# Whats IPM



## fattyaddie (Oct 24, 2011)

I was reading an old recipe that I printed off awhile back and finally decided to order. Just wondering what IPM is?? Looked on several suppliers and return with no item. 
Thanks in advance
Jenene


----------



## [email protected] (Sep 18, 2008)

isopropyl myristate

I order mine from columbusfoods.com


----------



## MF-Alpines (Mar 29, 2010)

What is it used for?


----------



## [email protected] (Sep 18, 2008)

Lotion. But I've never been able to figure out exactly what the *purpose* of it is. I LOVE the recipe, so I'm not changing it.


----------



## hsmomof4 (Oct 31, 2008)

It gives a more powdery, velvety feeling to the lotion.
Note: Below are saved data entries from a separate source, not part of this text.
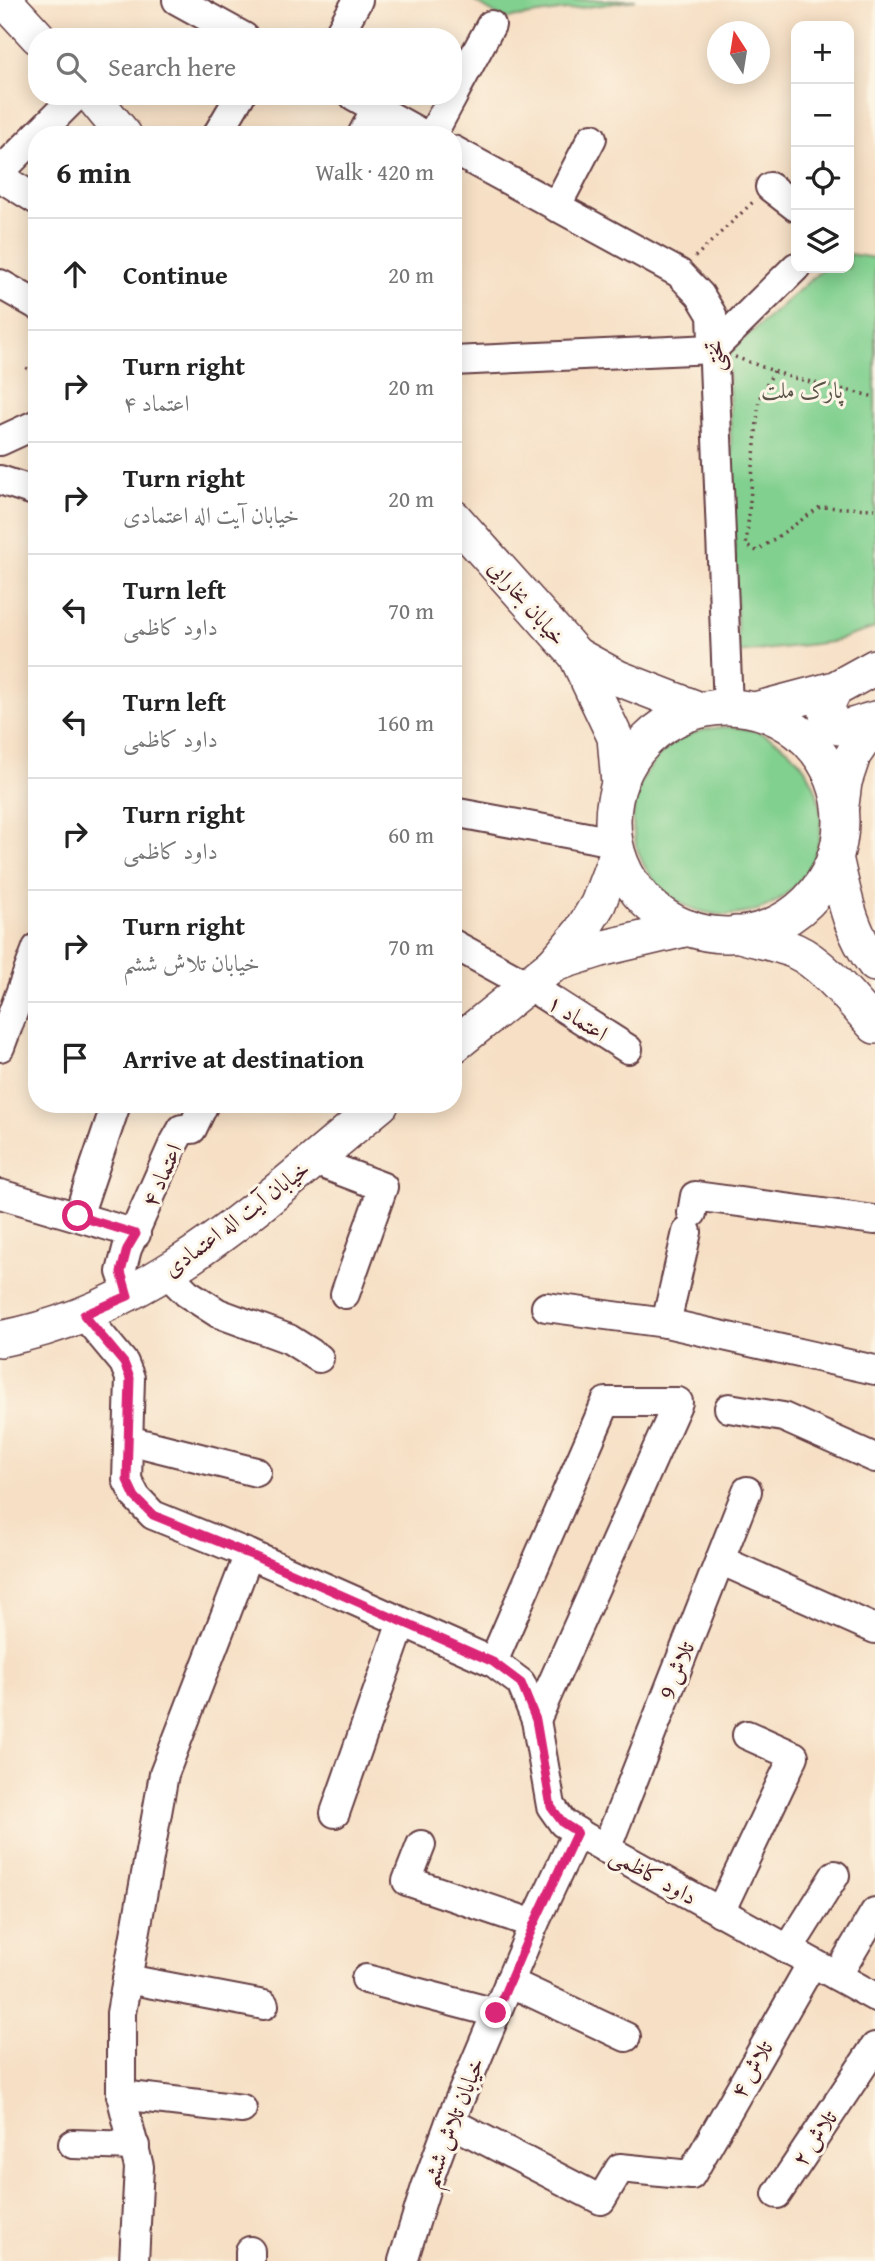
<!DOCTYPE html>
<html lang="en">
<head>
<meta charset="utf-8">
<style>
  :root { --surface:#fff; --page:#f6f6f6; --text:#222; --muted:#767676; --line:#e0e0e0 }
  body { margin:0; font-family:"Gentium Book Plus",Amiri,serif; background:var(--page); color:var(--text) }
  .controls { position:absolute; right:21px; top:21px; display:grid; overflow:hidden; border-radius:14px; box-shadow:0 4px 18px #0003 }
  .controls button { width:63px; height:63px; display:grid; place-items:center; padding:0; border:0; border-bottom:2px solid var(--line); background:var(--surface); color:var(--text); font:35px sans-serif }
  .compass { position:absolute; left:707px; top:21px; width:63px; height:63px; border-radius:50%; background:var(--surface); box-shadow:0 4px 18px #0003; rotate:348deg }
  .stop { position:absolute; width:21px; height:21px; margin:-16px; border:5px solid #db2777; border-radius:50%; background:#fff }
  .stop.end { background:#db2777; border-color:#fff; box-shadow:0 2px 7px #0008 }
  .list { margin:0; padding:0; list-style:none }
  h2 { display:flex; justify-content:space-between; align-items:center; height:91px; margin:0; padding:0 28px; font-size:30px }
  h2 small { font-size:23px; font-weight:400; color:var(--muted) }
  .list li { display:grid; grid-template-columns:46px 1fr auto; gap:21px; align-items:center; box-sizing:border-box; height:112px; padding:0 28px; border-top:2px solid var(--line) }
  .list b { display:block; font-size:26px; white-space:nowrap }
  .list p { margin:0; font-size:23px; white-space:nowrap; color:var(--muted) }
  .list em { font-size:23px; font-style:normal; color:var(--muted) }
  .icon { flex:none; width:38px; height:38px; fill:none; stroke:currentColor; stroke-width:2; stroke-linecap:round; stroke-linejoin:round }
  .map { position:relative; flex:none; width:875px; height:2261px; overflow:hidden }
  .search { position:absolute; background:var(--surface); box-shadow:0 4px 18px #0003; left:28px; top:28px; width:434px; height:77px; display:flex; align-items:center; gap:18px; box-sizing:border-box; padding:0 24px; border-radius:28px; color:var(--muted); font-size:26px }
  .panel { position:absolute; background:var(--surface); box-shadow:0 4px 18px #0003; left:28px; top:126px; width:434px; height:987px; border-radius:28px }
  .map>svg:first-child { display:block }
  .green { fill:#81d08f; stroke:#66785d; stroke-width:2 }
  .lines { fill:none; stroke-linecap:round; stroke-linejoin:round }
  .minor-casing { stroke:#643c42; stroke-width:32 }
  .major-casing { stroke:#643c42; stroke-width:38 }
  .path { stroke:#643c42; stroke-width:3.5; stroke-dasharray:2 5; stroke-linecap:butt }
  .minor { stroke:#fff; stroke-width:28 }
  .major { stroke:#fff; stroke-width:35 }
  .route { stroke:#db2777; stroke-width:9 }
  .labels { text-anchor:middle; dominant-baseline:central; stroke-width:6; stroke-linejoin:round; paint-order:stroke }
  .street-label { font-size:23px; fill:#4a1f2b; stroke:#fcf5e5 }
  .park-label { font-size:23px; fill:#5a5449; stroke:#fcf5e5 }
</style>
</head>
<body>
<div class="map">
<svg width="875" height="2261" viewBox="0 0 875 2261">
  <rect width="100%" height="100%" fill="#fcf5e5"/>
  <filter id="ink" filterUnits="userSpaceOnUse"><feTurbulence type="fractalNoise" baseFrequency=".0143" numOctaves="2"/><feDisplacementMap in="SourceGraphic" scale="14" xChannelSelector="R" yChannelSelector="G"/><feConvolveMatrix kernelMatrix="1 2 1 2 8 2 1 2 1" color-interpolation-filters="sRGB"/></filter>
  <filter id="wash" filterUnits="userSpaceOnUse"><feTurbulence type="fractalNoise" baseFrequency=".00686" numOctaves="4" result="noise"/><feDisplacementMap in="SourceGraphic" scale="28" xChannelSelector="R" yChannelSelector="G"/><feGaussianBlur stdDeviation="1.57" result="paint"/><feColorMatrix in="noise" values="0 0 0 0 0 0 0 0 0 0 0 0 0 0 0 0 0 1.4 0 .05"/><feComposite in="paint" operator="in"/></filter>
  <g filter="url(#wash)">
    <rect width="100%" height="100%" fill="#f6dfc4"/>
    <g class="green">
      <polygon points="472,0 636,0 504,19"/>
      <polygon points="849,254 875,258 875,628 831,642 738,653 728,353 824,268 849,268"/>
      <circle cx="727" cy="821" r="94"/>
    </g>
  </g>
  <g filter="url(#ink)">
    <g class="lines">
      <g class="minor-casing">
        <g id="minor">
          <polyline points="177,0 244,37"/>
          <polyline points="337,37 358,0"/>
          <polyline points="453,95 491,25"/>
          <polyline points="354,96 424,135"/>
          <polyline points="217,135 240,96"/>
          <polyline points="362,135 376,108"/>
          <polyline points="432,135 453,96"/>
          <polyline points="453,150 679,273 700,295 712,315 728,707"/>
          <polyline points="0,172 76,96"/>
          <polyline points="0,177 37,200"/>
          <polyline points="770,187 796,207"/>
          <polyline points="556,207 592,138"/>
          <polyline points="0,284 37,305"/>
          <polyline points="453,361 713,349 796,267"/>
          <polyline points="0,441 37,424"/>
          <polyline points="0,480 37,492"/>
          <polyline points="453,812 614,842"/>
          <polyline points="453,944 528,985 628,1049"/>
          <polyline points="0,1047 37,948"/>
          <polyline points="312,1160 383,1187 345,1294"/>
          <polyline points="0,1194 136,1234"/>
          <polyline points="692,1213 695,1196 875,1220"/>
          <polyline points="78,1216 116,1104"/>
          <polyline points="687,1232 666,1323 875,1370"/>
          <polyline points="167,1273 187,1293 218,1313 289,1339 319,1358"/>
          <polyline points="129,1295 121,1272 127,1249 173,1145 182,1129 192,1129 204,1104"/>
          <polyline points="546,1307 666,1323"/>
          <polyline points="84,1315 124,1363 130,1378 127,1480 136,1497 153,1515 249,1554 493,1662 521,1683 536,1720 551,1806 563,1823 585,1837 875,1997"/>
          <polyline points="729,1408 783,1417 875,1458"/>
          <polyline points="128,1440 256,1472"/>
          <polyline points="720,1560 875,1629"/>
          <polyline points="493,1662 606,1402 678,1402 536,1720"/>
          <polyline points="335,1813 402,1622"/>
          <polyline points="421,1845 407,1881 534,1924"/>
          <polyline points="606,1849 747,1491"/>
          <polyline points="720,1912 794,1756 747,1735"/>
          <polyline points="788,1950 835,1875"/>
          <polyline points="837,1976 875,1912"/>
          <polyline points="127,1979 264,2005"/>
          <polyline points="366,1979 496,2013"/>
          <polyline points="509,1982 626,2037"/>
          <polyline points="121,2095 242,2109"/>
          <polyline points="450,2122 601,2200 620,2168 691,2175 812,1963"/>
          <polyline points="73,2144 135,2146"/>
          <polyline points="777,2194 875,2047"/>
          <polyline points="134,2261 139,2167 121,2095 121,2013 164,1774 249,1554"/>
          <polyline points="250,2261 250,2251"/>
          <polyline points="403,2261 426,2187 450,2122 534,1924 577,1832"/>
        </g>
      </g>
      <g class="major-casing">
        <g id="major">
          <polyline points="4,0 38,37"/>
          <polyline points="92,96 124,135"/>
          <polyline points="453,517 576,655 615,737 619,783"/>
          <polyline points="576,655 618,678 700,710"/>
          <path d="M835,689C826,703 819,730 846,727C856,726 866,721 875,719"/>
          <circle cx="727" cy="821" r="114"/>
          <polyline points="755,710 835,689 875,667"/>
          <polyline points="841,805 844,782 853,755 875,723"/>
          <polyline points="617,854 598,904 581,932 554,964 604,948 689,928"/>
          <path d="M835,857C844,896 850,932 875,964"/>
          <path d="M736,934C755,940 777,943 795,951C824,964 853,1002 875,1026"/>
          <polyline points="453,1046 554,964"/>
          <path d="M0,1339C155,1310 264,1200 381,1104"/>
        </g>
      </g>
      <g class="path">
        <polyline points="695,257 753,202"/>
        <polyline points="735,357 790,377 875,397"/>
        <polyline points="26,368 37,374"/>
        <polyline points="774,371 759,399 746,546 757,551 820,507 875,509"/>
      </g>
      <use href="#minor" class="minor"/>
      <use href="#major" class="major"/>
    </g>
  </g>
  <g class="lines" filter="url(#ink)">
    <polyline class="route" points="78,1216 136,1234 127,1249 121,1272 128,1296 84,1315 124,1363 130,1378 127,1480 135,1497 153,1515 249,1554 493,1662 521,1683 536,1720 551,1807 563,1823 577,1832 534,1924 496,2013"/>
  </g>
  <g class="labels">
    <g class="street-label">
      <text transform="translate(714 356) rotate(-92)">تختی</text>
      <text transform="translate(528 602) rotate(49)">خیابان بخارایی</text>
      <text transform="translate(578 1017) rotate(33)">اعتماد ۱</text>
      <text transform="translate(161 1175) rotate(-66)">اعتماد ۴</text>
      <text transform="translate(236 1218) rotate(-37)">خیابان آیت اله اعتمادی</text>
      <text transform="translate(676 1670) rotate(-68)">تلاش 9</text>
      <text transform="translate(654 1875) rotate(29)">داود کاظمی</text>
      <text transform="translate(751 2069) rotate(-60)">تلاش ۴</text>
      <text transform="translate(452 2122) rotate(-69)">خیابان تلاش ششم</text>
      <text transform="translate(814 2138) rotate(-56)">تلاش ۲</text>
    </g>
    <g class="park-label">
      <text x="802" y="389">پارک ملت</text>
    </g>
  </g>
</svg>
<div class="controls">
<button>+</button>
<button>−</button>
<button><svg class="icon" aria-label="locate" viewBox="0 0 24 24"><circle cx="12" cy="12" r="6"/><path d="M12 2v4M12 18v4M2 12h4M18 12h4"/></svg></button>
<button><svg class="icon" aria-label="layers" viewBox="0 0 24 24"><path d="M12 4l9 5-9 5-9-5zM3 14l9 5 9-5"/></svg></button>
</div>
<svg class="compass" viewBox="-18 -18 36 36"><path d="M0-13l5 13h-10z" fill="#e53935"/><path d="M0 13l5-13h-10z" fill="#767676"/></svg>
<div class="stop" style="left:78px;top:1216px"></div>
<div class="stop end" style="left:496px;top:2013px"></div>
<div class="search"><svg class="icon" aria-label="search" viewBox="0 0 24 24"><circle cx="10" cy="10" r="6"/><path d="M15 15l6 6"/></svg>Search here</div>
<section class="panel">
<h2>6 min<small>Walk · 420 m</small></h2>
<ul class="list">
<li><svg class="icon" aria-label="ahead" viewBox="0 0 24 24"><path d="M12 20V5M6 11l6-6 6 6"/></svg><div><b>Continue</b></div><em>20 m</em></li>
<li><svg class="icon" aria-label="right" viewBox="0 0 24 24"><path d="M7 20v-9h11M14 6l5 5-5 5"/></svg><div><b>Turn right</b><p>اعتماد ۴</p></div><em>20 m</em></li>
<li><svg class="icon" aria-label="right" viewBox="0 0 24 24"><path d="M7 20v-9h11M14 6l5 5-5 5"/></svg><div><b>Turn right</b><p>خیابان آیت اله اعتمادی</p></div><em>20 m</em></li>
<li><svg class="icon" aria-label="left" viewBox="0 0 24 24"><path d="M17 20v-9H6M10 6l-5 5 5 5"/></svg><div><b>Turn left</b><p>داود کاظمی</p></div><em>70 m</em></li>
<li><svg class="icon" aria-label="left" viewBox="0 0 24 24"><path d="M17 20v-9H6M10 6l-5 5 5 5"/></svg><div><b>Turn left</b><p>داود کاظمی</p></div><em>160 m</em></li>
<li><svg class="icon" aria-label="right" viewBox="0 0 24 24"><path d="M7 20v-9h11M14 6l5 5-5 5"/></svg><div><b>Turn right</b><p>داود کاظمی</p></div><em>60 m</em></li>
<li><svg class="icon" aria-label="right" viewBox="0 0 24 24"><path d="M7 20v-9h11M14 6l5 5-5 5"/></svg><div><b>Turn right</b><p>خیابان تلاش ششم</p></div><em>70 m</em></li>
<li><svg class="icon" aria-label="arrive" viewBox="0 0 24 24"><path d="M6 21V4h12l-3 4 3 4H6"/></svg><div><b>Arrive at destination</b></div></li>
</ul>
</section>
</div>
</body>
</html>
You can use it in body butters, too, with the same effect. Nice stuff.


----------



## tlcnubians (Jan 21, 2011)

Isopropyl myristate is a fatty alcohol that cuts the greasy feel in handcrafted lotions.

Caroline


----------



## [email protected] (Sep 18, 2008)

I went *diggin'*.  Figured out it's used for the feel. Less greasy. And also that it's suppose to help other ingredients 'soak in'. So somehow effects absorbtion.


----------